The reply should hold every line of the listing exactly, and none of its images.

(Provided information)

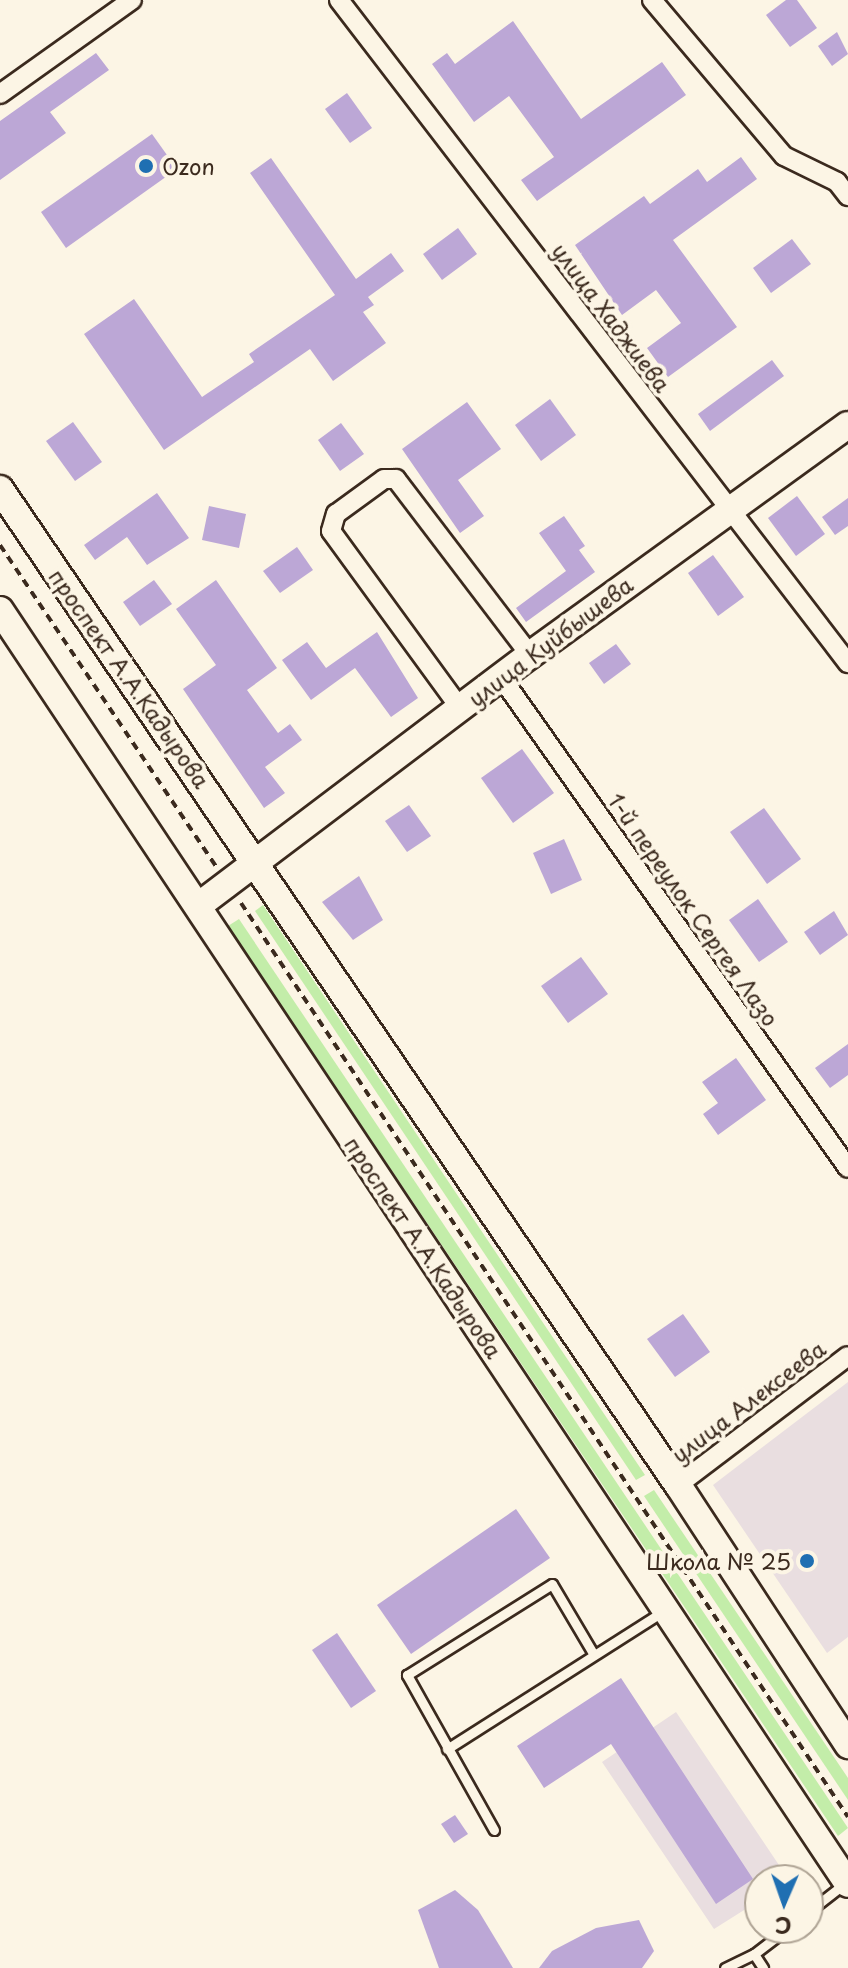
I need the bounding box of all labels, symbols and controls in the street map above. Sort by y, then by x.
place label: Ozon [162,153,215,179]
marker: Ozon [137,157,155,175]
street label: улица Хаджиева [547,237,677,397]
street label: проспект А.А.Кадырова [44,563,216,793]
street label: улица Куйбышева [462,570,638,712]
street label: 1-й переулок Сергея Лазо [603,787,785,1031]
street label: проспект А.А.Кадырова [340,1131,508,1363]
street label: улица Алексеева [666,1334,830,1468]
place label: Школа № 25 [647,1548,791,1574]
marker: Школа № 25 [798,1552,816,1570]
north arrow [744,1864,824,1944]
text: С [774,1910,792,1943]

(End Provided information)

Task answer:
I need the bounding box of all labels, symbols and controls in the street map above. Sort by y, then by x.
place label: Ozon [162,153,215,179]
marker: Ozon [137,157,155,175]
street label: улица Хаджиева [547,237,677,397]
street label: проспект А.А.Кадырова [44,563,216,793]
street label: улица Куйбышева [462,570,638,712]
street label: 1-й переулок Сергея Лазо [603,787,785,1031]
street label: проспект А.А.Кадырова [340,1131,508,1363]
street label: улица Алексеева [666,1334,830,1468]
place label: Школа № 25 [647,1548,791,1574]
marker: Школа № 25 [798,1552,816,1570]
north arrow [744,1864,824,1944]
text: С [774,1910,792,1943]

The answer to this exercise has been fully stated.